Pertanto, aggiunge la presidente dei fisici e dei chimici, si «auspica caldamente che il legislatore, di fronte all’ennesima tragedia prenda in seria considerazione la necessità di richiamare il mondo industriale ad affidarsi a professionisti chimici per valutare la salubrità dei luoghi di lavoro, degli spazi confinati, o sospetti di inquinamento prima che in essi accedano operatori a qualunque titolo», conclude Orlandi.
Di «Italia unita dalle stragi sul lavoro, da Brandizzo a Casteldaccia, passando per Bologna e Firenze», parla il magistrato ed ex-direttore dell’Ispettorato nazionale del lavoro, Bruno Giordano. Che sottolinea come queste tragedie «sempre più spesso riguardano squadre di lavoratori in appalto, somministrazione, distacco». «Nel nostro Paese – ricorda – il lavoro uccide cinque volte più della mafia, ferisce una persona al minuto, ma dopo ogni strage si rinnova la retorica del cordoglio alla quale però non fanno seguito maggiori controlli, l’aumento del personale ispettivo, la responsabilità dei committenti. Vengono invece generate norme come quella contenuta nell’ultimo decreto Pnrr, con lo scudo per i datori di lavoro ispezionati, o la patente a punti, dove un operaio morto viene calcolato scalando punteggi, come per la tessera di un supermercato. Lo Stato e, in questo caso, anche la Regione Sicilia, dove v’è un ispettore ogni 39mila imprese, dovrebbero inchinarsi davanti alle famiglie, ai genitori, ai figli di chi è uscito di casa per guadagnarsi da vivere e non tornerà più a casa. Ma, se questo nostro Paese ha ancora una coscienza, allora dopo l’inchino ci vorrebbe un’assunzione di responsabilità istituzionale e realizzare quello che chiediamo da decenni: applicare le norme, fare i processi, tutelare le vittime».

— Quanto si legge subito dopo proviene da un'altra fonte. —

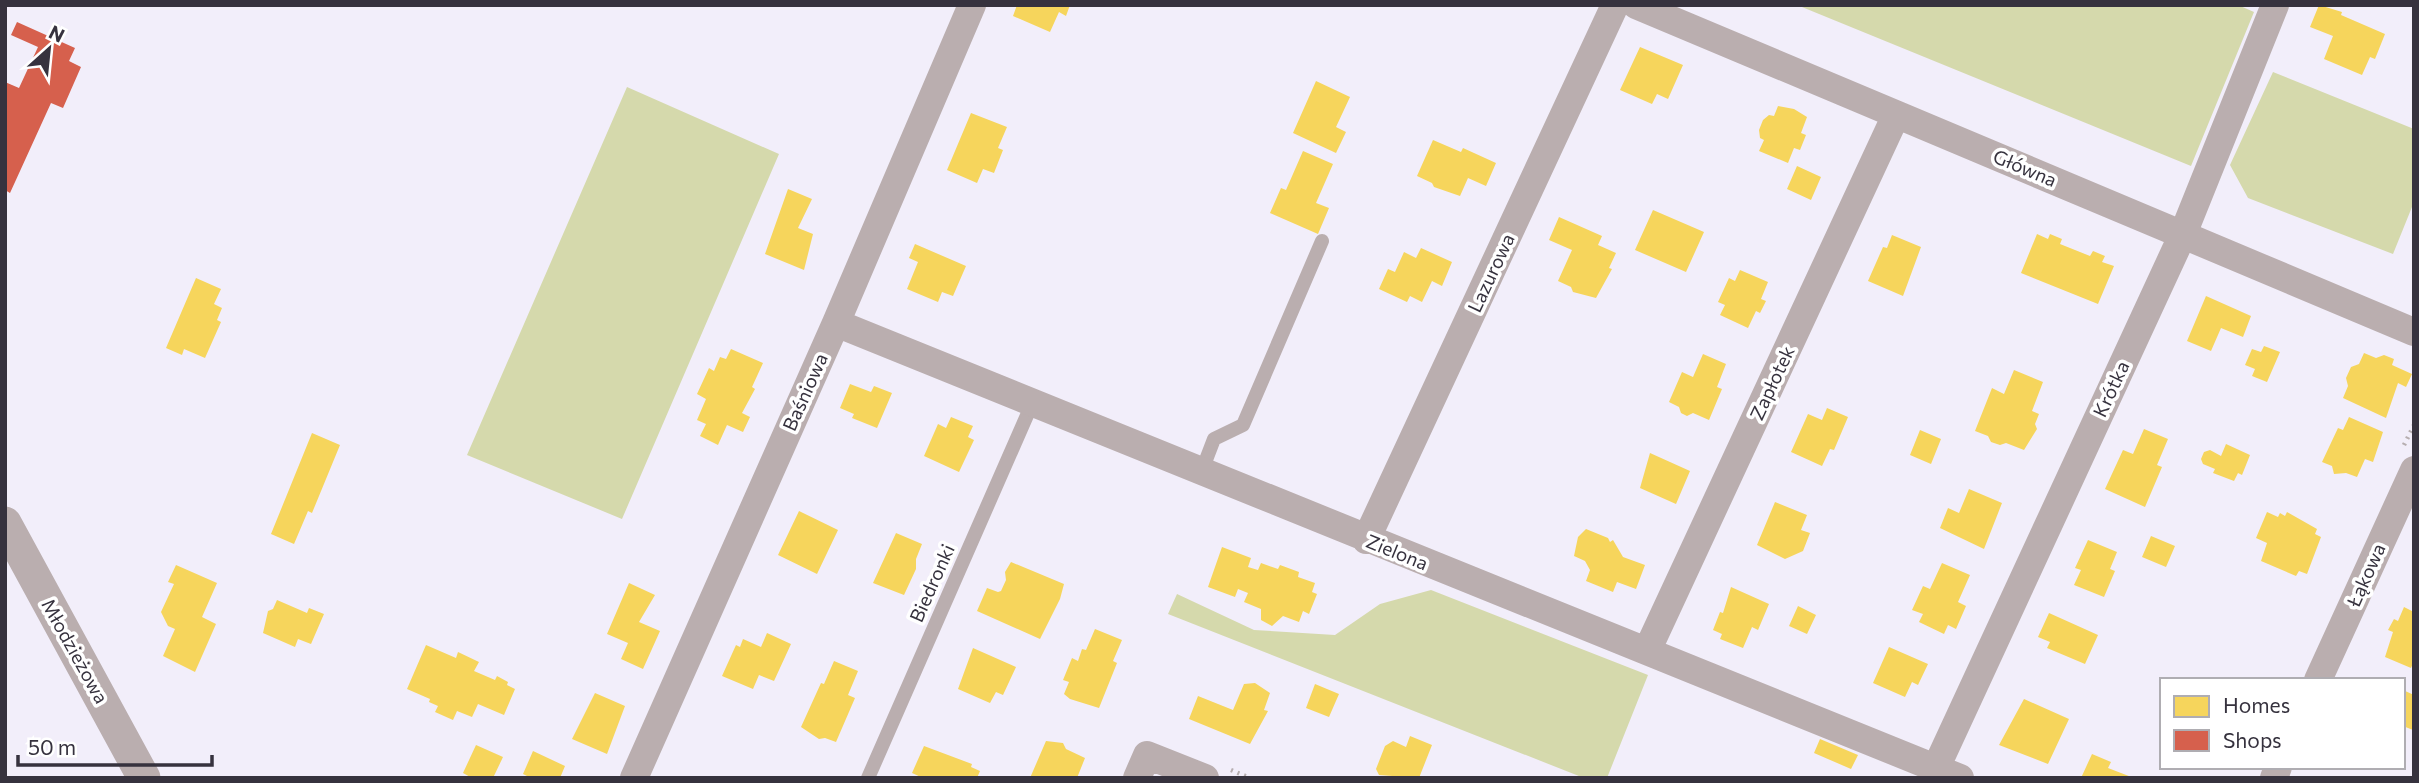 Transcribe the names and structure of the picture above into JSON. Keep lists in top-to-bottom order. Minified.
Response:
{"streets":{"street":["Główna","Lazurowa","Zapłotek","Krótka","Baśniowa","Zielona","Łąkowa","Młodzieżowa"],"lane":["Biedronki"]},"crossings":[["Główna","Zapłotek"],["Główna","Krótka"],["Lazurowa","Zielona"],["Zapłotek","Zielona"],["Krótka","Zielona"],["Baśniowa","Zielona"],["Zielona","Biedronki"]],"legend":["Homes","Shops"],"scale_bar":"50 m","north":"top right"} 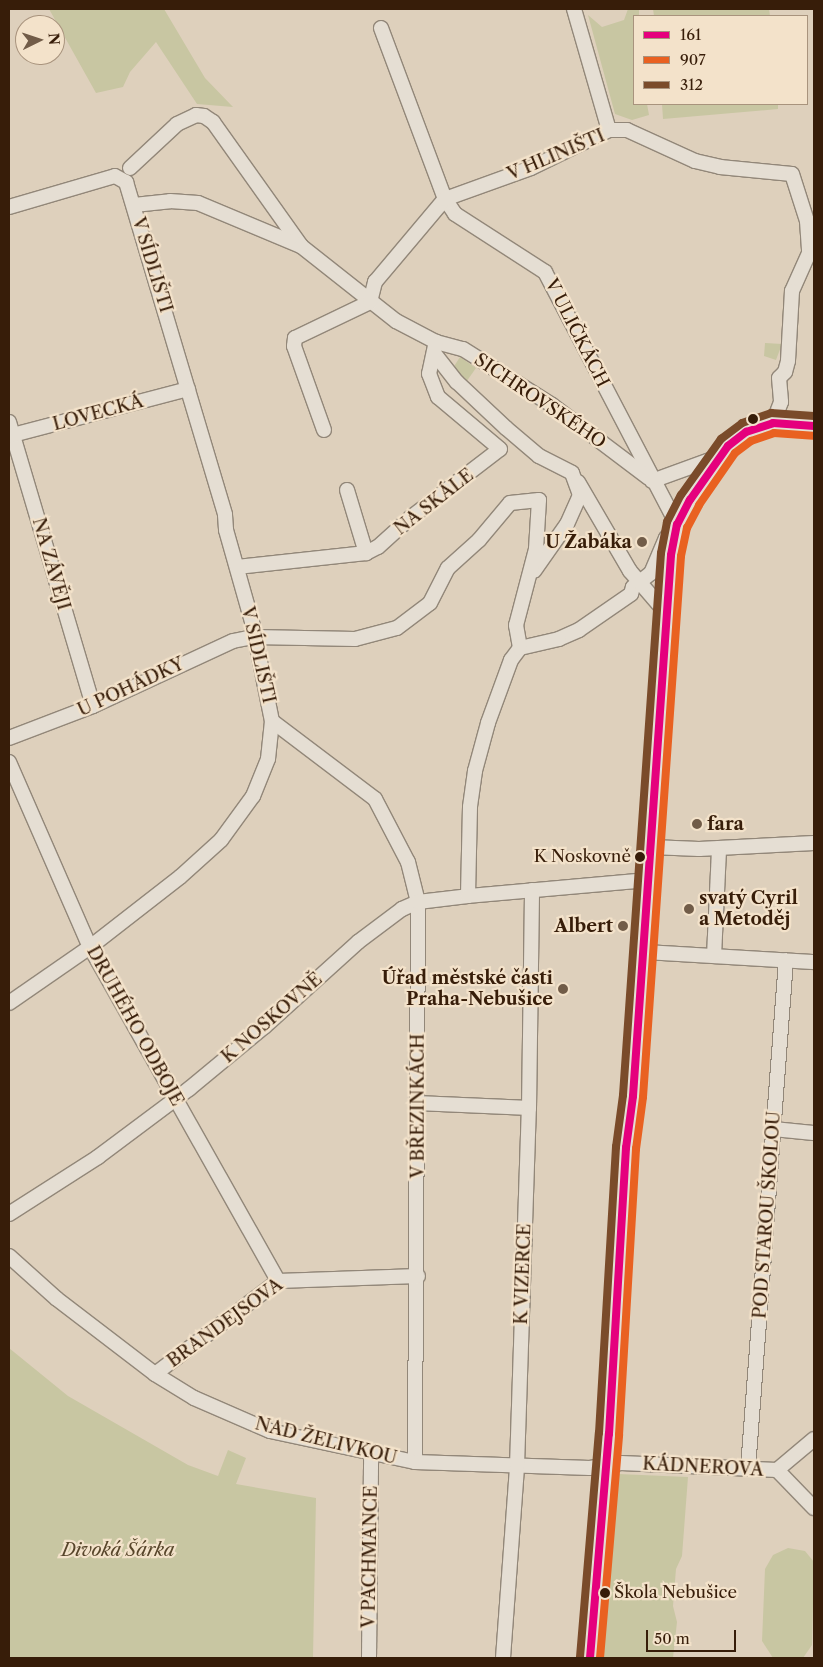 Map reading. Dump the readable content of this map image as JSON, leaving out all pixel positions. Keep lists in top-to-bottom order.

E di «retorica» che non aiuta a «trovare soluzioni», parla il presidente dell’Anmil, Zoello Forni. «Ma quanto vale la vita di un lavoratore e quanto siamo disposti ad accettare che intere famiglie piangano e si trovino in gravi difficoltà a causa della mancanza di sicurezza nei luoghi di lavoro, quella che dovrebbe essere costituzionalmente garantita?» chiede il rappresentante delle famiglie delle vittime del lavoro.